Wiera Gran, accusée
Marine Landrot
La coïncidence est curieuse. Au même moment, chez le même éditeur, paraissent deux émouvants déboulonnages de figures troubles de la Seconde Guerre mondiale. L'un, Alexandre Jardin, parle du côté d'un bourreau, et clame que la vérité ne peut jamais se cacher longtemps (lire page 52). L'autre, Agata Tuszynska, parle du côté d'une victime - Wiera Gran (1916-2007), chanteuse du ghetto de Varsovie accusée de collaboration - et clame que la vérité est impossible à connaître. Aussi passionnantes l'une que l'autre, les deux démarches ne sont antinomiques qu'en apparence. Elles partagent un même goût pour les questions qui déterrent et pour les réponses qui ensevelissent. Elles donnent toutes deux des livres qui ébranlent et aguerrissent.
Agata Tuszynska avait déjà pris au collet les vérités enfouies de sa propre famille, dans Une histoire familiale de la peur (éd. Grasset, 2006), inspirée par le secret que sa mère garda autour de son destin d'enfant juive cachée. Eclairée par sa lanterne personnelle enfin allumée, elle s'est sentie assez forte pour s'aventurer dans des zones d'ombre encore plus effrayantes : la collaboration des Juifs, avec son cortège de désignations, d'ostracisations, d'accusations. D'aucuns s'offusquèrent en Pologne qu'elle ose donner à entendre une version étranglée, détonnante, de certaines antiennes nationales et touche à des mythes sacrés. On lui reprocha notamment de laisser Wiera Gran raconter avoir vu son accompagnateur musical Wladyslaw Szpilman (l'homme qui inspira le film de Roman Polanski, Le Pianiste) procéder sous ses fenêtres à l'arrestation de familles juives, une casquette de gestapiste vissée sur la tête. Agata Tuszynska n'accuse pas les défunts, elle s'intéresse aux multiples facettes du mot « doute ». Entre « avoir un doute » et « s'en douter », elle hésite, vacille, flanche souvent même.

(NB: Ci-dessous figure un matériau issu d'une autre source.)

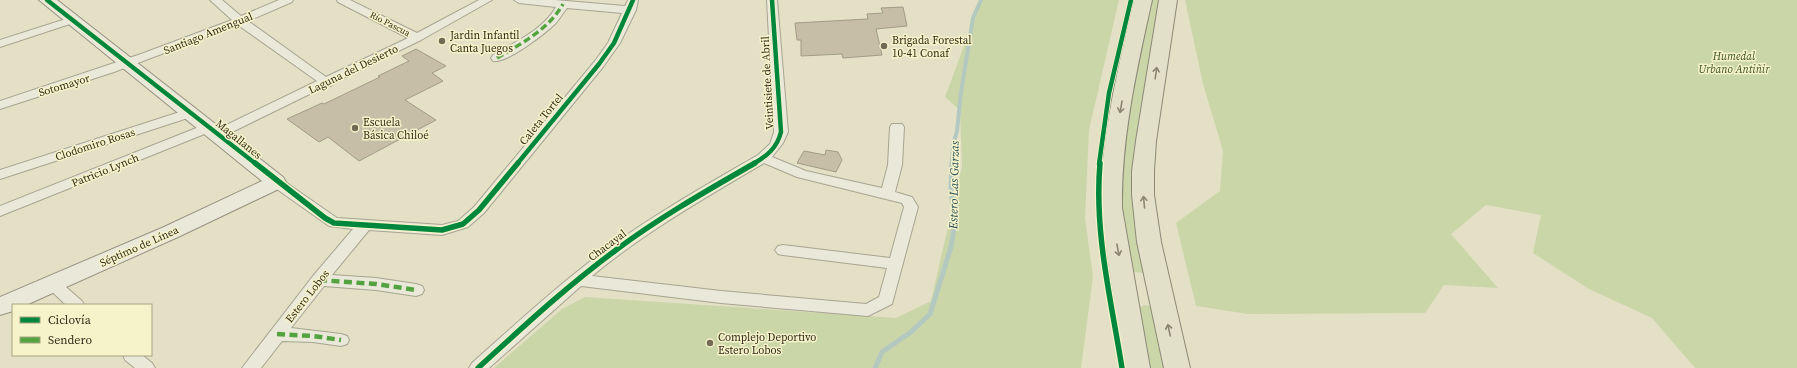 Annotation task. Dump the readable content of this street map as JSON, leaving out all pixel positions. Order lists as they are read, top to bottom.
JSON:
{
  "streets": {
    "street": [
      "Río Pascua",
      "Santiago Amengual",
      "Laguna del Desierto",
      "Veintisiete de Abril",
      "Sotomayor",
      "Caleta Tortel",
      "Magallanes",
      "Clodomiro Rosas",
      "Patricio Lynch",
      "Chacayal",
      "Séptimo de Línea",
      "Estero Lobos"
    ]
  },
  "crossings": [
    ["Río Pascua", "Laguna del Desierto"],
    ["Santiago Amengual", "Sotomayor"],
    ["Santiago Amengual", "Magallanes"],
    ["Laguna del Desierto", "Magallanes"],
    ["Laguna del Desierto", "Patricio Lynch"],
    ["Veintisiete de Abril", "Chacayal"],
    ["Sotomayor", "Magallanes"],
    ["Caleta Tortel", "Magallanes"],
    ["Magallanes", "Clodomiro Rosas"],
    ["Magallanes", "Patricio Lynch"],
    ["Magallanes", "Séptimo de Línea"],
    ["Magallanes", "Estero Lobos"]
  ],
  "water": ["Estero Las Garzas"],
  "parks": ["Humedal Urbano Antiñir"],
  "places": [
    "Jardin Infantil Canta Juegos",
    "Brigada Forestal 10-41 Conaf",
    "Escuela Básica Chiloé",
    "Complejo Deportivo Estero Lobos"
  ],
  "legend": ["Ciclovía", "Sendero"]
}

Comment l'histoire peut-elle s'écrire, quand l'opacité de l'autre est impossible à dissiper ? Agata Tuszynska répond par ce livre en forme de sable mouvant, qui aurait aussi pu s'appeler « La Dérobade ». Entre ses rencontres déchirantes avec Wiera Gran à la fin de sa vie, mi-Greta Garbo, mi-Dora Maar, en proie à un délire de persécution aux accents céliniens, et ses recoupements obstinés de dossiers, de documentaires, de livres, Agata Tuszynska tangue d'un style à l'autre. Ce roulis berce, tandis qu'en sourdine une voix d'outre-tombe chante son hymne à l'incertitude.